**Work to be completed:** Each line below that includes the word "overflow" is to be reported.

Collected data entries:
==========

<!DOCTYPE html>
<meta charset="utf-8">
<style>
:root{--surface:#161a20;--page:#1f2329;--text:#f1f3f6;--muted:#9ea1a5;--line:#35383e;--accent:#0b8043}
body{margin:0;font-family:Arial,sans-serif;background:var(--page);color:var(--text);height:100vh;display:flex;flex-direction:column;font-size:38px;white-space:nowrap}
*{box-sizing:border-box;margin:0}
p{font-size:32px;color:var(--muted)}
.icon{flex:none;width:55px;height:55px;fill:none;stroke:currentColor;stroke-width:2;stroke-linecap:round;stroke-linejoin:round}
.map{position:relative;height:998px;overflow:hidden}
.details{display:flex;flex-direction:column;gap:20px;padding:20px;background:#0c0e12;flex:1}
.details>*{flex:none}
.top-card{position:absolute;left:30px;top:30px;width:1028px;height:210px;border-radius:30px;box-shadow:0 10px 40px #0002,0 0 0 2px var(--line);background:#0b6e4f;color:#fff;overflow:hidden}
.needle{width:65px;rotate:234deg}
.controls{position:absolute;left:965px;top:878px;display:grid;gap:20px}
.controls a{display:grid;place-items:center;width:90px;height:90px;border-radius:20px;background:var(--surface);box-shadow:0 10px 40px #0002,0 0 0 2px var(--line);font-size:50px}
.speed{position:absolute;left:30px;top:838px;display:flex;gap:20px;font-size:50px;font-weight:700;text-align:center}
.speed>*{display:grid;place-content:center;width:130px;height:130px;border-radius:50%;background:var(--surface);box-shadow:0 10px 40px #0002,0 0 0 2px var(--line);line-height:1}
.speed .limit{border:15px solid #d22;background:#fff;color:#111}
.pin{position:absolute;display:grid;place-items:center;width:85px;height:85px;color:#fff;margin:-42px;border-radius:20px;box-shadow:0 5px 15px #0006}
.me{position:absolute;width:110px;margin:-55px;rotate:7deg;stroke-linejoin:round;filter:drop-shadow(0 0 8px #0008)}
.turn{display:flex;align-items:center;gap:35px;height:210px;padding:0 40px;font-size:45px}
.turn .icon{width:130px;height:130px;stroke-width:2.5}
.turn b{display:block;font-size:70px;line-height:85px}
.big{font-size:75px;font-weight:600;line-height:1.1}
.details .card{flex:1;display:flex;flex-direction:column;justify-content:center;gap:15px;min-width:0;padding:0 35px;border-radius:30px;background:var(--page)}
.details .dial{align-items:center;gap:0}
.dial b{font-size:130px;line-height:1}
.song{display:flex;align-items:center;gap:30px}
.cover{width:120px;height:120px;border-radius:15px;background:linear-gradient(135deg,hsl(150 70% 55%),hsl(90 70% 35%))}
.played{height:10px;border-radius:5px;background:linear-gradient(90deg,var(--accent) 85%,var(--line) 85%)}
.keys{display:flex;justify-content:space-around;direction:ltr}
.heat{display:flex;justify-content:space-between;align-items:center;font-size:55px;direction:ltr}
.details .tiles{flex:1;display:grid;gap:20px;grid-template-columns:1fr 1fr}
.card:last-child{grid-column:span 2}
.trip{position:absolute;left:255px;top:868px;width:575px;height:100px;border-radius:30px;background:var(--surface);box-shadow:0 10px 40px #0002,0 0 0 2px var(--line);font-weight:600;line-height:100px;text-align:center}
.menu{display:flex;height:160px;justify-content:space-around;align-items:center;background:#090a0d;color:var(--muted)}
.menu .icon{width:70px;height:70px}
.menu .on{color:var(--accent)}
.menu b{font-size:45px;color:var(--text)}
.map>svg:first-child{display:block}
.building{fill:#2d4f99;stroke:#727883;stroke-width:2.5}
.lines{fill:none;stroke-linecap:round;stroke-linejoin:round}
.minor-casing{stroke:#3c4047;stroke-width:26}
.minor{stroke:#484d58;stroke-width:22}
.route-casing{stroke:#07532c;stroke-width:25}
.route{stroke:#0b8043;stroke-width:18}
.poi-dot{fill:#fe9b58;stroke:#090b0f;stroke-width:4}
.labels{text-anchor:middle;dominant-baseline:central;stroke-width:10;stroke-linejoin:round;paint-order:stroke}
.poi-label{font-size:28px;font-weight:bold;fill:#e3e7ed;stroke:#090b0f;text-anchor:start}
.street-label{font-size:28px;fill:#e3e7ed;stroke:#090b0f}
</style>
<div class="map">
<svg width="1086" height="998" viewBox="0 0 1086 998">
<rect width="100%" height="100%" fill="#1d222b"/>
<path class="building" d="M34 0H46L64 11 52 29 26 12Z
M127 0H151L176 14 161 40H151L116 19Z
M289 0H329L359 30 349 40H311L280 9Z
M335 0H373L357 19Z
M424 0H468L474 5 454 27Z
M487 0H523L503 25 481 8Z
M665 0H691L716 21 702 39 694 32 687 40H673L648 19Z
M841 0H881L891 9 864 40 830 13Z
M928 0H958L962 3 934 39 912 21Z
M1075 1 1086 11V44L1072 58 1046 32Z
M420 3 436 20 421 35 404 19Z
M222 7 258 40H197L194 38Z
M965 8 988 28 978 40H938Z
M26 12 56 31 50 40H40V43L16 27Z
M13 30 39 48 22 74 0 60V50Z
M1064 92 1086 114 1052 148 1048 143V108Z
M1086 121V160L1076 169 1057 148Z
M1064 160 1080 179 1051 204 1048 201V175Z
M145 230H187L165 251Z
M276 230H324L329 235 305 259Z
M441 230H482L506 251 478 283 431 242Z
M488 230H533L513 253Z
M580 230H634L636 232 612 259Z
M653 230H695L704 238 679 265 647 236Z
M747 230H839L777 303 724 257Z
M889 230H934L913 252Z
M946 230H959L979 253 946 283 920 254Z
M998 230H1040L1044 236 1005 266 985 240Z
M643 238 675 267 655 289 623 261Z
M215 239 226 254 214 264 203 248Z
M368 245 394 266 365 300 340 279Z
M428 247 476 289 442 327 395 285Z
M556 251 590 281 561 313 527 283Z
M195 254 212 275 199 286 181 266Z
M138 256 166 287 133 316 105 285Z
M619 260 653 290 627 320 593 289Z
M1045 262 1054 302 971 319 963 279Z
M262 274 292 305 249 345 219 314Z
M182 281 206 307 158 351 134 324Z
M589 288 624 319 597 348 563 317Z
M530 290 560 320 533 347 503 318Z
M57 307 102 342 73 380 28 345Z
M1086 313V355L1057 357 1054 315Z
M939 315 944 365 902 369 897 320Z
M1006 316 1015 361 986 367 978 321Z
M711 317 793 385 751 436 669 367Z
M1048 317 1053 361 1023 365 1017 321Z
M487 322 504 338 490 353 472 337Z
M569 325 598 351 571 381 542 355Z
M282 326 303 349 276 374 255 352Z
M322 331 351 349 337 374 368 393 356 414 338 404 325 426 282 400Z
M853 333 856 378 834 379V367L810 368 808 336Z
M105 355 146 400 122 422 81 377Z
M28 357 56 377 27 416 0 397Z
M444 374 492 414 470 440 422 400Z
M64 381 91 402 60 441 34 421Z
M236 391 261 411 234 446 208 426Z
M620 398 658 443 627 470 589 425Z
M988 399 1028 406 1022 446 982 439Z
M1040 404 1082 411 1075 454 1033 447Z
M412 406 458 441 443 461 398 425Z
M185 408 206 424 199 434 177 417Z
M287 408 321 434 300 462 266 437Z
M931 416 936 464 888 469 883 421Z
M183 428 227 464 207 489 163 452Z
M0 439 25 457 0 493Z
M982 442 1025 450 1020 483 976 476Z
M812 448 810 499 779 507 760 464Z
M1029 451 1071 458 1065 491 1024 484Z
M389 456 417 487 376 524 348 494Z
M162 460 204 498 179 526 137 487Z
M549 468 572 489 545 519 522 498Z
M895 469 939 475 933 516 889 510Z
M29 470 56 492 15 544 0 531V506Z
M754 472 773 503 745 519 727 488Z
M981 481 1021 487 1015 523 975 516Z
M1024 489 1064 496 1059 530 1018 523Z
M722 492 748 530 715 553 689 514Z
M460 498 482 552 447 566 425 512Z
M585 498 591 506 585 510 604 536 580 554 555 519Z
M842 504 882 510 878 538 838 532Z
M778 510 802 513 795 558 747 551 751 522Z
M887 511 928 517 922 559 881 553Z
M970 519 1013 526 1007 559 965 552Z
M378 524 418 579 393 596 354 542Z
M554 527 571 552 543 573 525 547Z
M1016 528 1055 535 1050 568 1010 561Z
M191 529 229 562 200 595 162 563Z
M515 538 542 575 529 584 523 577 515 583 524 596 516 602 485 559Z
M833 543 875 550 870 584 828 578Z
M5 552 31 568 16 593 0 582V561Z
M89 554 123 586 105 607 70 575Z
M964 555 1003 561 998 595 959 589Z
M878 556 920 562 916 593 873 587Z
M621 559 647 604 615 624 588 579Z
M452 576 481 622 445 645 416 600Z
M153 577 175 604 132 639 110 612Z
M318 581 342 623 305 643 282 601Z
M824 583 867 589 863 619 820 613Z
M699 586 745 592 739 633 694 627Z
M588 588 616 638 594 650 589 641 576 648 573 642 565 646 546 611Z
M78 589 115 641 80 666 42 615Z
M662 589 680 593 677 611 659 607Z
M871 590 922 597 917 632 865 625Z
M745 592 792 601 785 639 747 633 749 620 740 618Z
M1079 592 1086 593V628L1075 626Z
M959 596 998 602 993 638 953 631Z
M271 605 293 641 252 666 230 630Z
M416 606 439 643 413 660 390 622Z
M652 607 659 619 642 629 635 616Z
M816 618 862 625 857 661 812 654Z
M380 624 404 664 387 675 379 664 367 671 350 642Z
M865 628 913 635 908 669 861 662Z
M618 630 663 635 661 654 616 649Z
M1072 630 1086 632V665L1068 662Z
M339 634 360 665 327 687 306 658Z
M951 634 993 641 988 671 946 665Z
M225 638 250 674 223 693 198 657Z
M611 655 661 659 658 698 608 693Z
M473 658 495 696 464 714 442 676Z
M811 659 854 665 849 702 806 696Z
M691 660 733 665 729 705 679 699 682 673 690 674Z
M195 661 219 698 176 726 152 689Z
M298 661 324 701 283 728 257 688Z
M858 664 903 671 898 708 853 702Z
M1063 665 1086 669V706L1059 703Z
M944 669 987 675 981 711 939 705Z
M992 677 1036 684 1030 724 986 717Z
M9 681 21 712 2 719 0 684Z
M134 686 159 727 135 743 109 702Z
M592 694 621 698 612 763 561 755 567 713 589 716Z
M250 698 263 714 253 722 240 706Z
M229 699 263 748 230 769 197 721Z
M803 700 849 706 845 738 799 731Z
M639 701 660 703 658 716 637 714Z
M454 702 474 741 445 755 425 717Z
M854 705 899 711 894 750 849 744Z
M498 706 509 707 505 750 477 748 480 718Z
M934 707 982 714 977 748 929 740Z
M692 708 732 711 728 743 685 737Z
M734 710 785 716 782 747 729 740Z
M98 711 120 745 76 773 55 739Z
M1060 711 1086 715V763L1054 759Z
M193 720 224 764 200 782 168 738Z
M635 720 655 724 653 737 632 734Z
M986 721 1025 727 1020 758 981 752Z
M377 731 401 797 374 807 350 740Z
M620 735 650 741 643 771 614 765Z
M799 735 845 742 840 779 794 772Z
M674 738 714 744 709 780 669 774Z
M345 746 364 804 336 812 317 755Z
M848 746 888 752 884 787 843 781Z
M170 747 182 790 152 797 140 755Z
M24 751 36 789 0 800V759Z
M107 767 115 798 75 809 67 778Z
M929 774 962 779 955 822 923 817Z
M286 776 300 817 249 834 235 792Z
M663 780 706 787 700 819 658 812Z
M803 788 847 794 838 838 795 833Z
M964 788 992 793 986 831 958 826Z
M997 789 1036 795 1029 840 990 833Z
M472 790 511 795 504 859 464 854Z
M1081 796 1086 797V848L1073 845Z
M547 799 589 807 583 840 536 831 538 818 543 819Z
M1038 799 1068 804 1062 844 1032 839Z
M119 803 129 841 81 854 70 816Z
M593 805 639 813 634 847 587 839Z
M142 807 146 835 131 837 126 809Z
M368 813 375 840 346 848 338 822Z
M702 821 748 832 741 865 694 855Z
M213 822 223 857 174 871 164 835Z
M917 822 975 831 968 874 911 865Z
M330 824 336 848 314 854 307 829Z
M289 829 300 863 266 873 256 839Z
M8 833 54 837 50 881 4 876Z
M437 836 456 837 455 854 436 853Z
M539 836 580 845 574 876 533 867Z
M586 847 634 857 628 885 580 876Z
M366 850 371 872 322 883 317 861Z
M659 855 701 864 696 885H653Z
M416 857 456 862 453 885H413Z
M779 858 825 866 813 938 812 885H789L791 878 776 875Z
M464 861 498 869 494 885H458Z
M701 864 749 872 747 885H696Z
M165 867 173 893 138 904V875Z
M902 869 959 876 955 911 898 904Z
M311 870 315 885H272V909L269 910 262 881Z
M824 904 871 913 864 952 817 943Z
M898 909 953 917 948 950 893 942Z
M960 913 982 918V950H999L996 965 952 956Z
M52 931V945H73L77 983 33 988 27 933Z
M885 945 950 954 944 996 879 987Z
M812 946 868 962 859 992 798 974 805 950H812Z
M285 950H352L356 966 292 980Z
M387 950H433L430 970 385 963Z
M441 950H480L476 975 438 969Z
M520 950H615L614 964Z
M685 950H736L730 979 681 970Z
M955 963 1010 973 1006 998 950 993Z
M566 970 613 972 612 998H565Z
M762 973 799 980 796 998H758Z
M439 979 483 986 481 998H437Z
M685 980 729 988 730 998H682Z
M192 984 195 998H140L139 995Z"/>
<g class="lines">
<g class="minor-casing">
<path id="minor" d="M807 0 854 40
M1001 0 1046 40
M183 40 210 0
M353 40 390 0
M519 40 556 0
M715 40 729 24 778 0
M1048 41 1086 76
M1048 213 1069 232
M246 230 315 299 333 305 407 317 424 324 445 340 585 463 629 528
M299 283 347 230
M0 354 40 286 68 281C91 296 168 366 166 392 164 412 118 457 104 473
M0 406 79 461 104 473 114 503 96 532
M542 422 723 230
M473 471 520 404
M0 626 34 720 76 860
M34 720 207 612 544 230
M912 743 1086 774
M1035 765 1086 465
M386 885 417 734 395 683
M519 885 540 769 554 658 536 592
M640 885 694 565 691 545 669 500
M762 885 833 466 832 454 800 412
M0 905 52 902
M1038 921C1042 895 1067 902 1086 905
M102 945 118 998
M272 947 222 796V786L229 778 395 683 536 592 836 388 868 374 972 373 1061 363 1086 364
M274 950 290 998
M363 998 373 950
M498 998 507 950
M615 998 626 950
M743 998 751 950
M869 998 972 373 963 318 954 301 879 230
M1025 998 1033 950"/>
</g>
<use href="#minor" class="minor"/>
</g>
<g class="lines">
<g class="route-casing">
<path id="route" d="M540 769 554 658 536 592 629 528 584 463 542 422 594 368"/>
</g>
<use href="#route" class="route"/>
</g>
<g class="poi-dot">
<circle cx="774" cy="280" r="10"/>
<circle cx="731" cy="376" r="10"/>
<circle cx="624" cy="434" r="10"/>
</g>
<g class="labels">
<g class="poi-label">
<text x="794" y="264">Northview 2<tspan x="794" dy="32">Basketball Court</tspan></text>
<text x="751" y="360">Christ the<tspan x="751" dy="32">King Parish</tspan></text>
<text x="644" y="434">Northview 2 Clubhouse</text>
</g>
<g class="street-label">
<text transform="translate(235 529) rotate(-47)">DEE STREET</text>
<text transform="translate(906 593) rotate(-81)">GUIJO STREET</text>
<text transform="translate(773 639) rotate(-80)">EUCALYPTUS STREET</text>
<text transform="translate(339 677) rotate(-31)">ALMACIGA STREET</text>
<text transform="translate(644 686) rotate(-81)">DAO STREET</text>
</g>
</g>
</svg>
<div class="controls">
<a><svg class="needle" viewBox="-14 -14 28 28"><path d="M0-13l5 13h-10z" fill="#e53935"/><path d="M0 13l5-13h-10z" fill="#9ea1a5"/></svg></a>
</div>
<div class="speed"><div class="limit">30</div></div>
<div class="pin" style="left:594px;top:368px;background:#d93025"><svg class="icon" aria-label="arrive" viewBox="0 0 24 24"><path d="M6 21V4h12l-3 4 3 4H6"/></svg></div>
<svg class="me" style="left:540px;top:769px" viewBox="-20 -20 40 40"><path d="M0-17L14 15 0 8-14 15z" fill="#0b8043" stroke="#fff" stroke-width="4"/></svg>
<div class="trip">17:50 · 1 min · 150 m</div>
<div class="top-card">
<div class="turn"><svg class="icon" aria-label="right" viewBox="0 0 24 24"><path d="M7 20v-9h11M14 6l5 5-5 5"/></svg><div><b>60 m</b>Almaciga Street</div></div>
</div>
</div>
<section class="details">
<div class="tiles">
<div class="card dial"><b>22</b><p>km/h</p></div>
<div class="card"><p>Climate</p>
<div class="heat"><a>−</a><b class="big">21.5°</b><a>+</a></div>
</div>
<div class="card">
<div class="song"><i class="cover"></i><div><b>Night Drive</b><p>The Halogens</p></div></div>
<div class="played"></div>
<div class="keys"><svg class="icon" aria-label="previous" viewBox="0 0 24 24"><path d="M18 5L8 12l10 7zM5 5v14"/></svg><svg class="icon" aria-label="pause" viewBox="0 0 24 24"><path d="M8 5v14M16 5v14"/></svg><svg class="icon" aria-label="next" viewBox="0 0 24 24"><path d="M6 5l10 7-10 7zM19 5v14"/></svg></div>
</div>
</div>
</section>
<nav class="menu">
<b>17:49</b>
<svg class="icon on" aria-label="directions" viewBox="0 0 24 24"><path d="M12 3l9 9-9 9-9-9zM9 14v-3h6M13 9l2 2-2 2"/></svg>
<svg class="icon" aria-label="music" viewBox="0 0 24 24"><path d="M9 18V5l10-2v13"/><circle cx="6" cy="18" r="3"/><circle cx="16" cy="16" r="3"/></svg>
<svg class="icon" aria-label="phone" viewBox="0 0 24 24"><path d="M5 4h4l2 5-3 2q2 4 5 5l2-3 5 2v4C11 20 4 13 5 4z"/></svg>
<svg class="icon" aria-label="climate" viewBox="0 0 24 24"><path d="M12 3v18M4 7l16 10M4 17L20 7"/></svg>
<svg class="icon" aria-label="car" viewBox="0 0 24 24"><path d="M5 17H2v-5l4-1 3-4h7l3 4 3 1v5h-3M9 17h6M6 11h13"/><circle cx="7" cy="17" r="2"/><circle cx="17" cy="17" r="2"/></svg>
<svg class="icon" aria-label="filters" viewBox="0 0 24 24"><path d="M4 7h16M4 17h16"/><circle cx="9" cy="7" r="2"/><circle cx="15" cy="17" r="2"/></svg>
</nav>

==========

**Expected answer:**
.map{position:relative;height:998px;overflow:hidden}
.top-card{position:absolute;left:30px;top:30px;width:1028px;height:210px;border-radius:30px;box-shadow:0 10px 40px #0002,0 0 0 2px var(--line);background:#0b6e4f;color:#fff;overflow:hidden}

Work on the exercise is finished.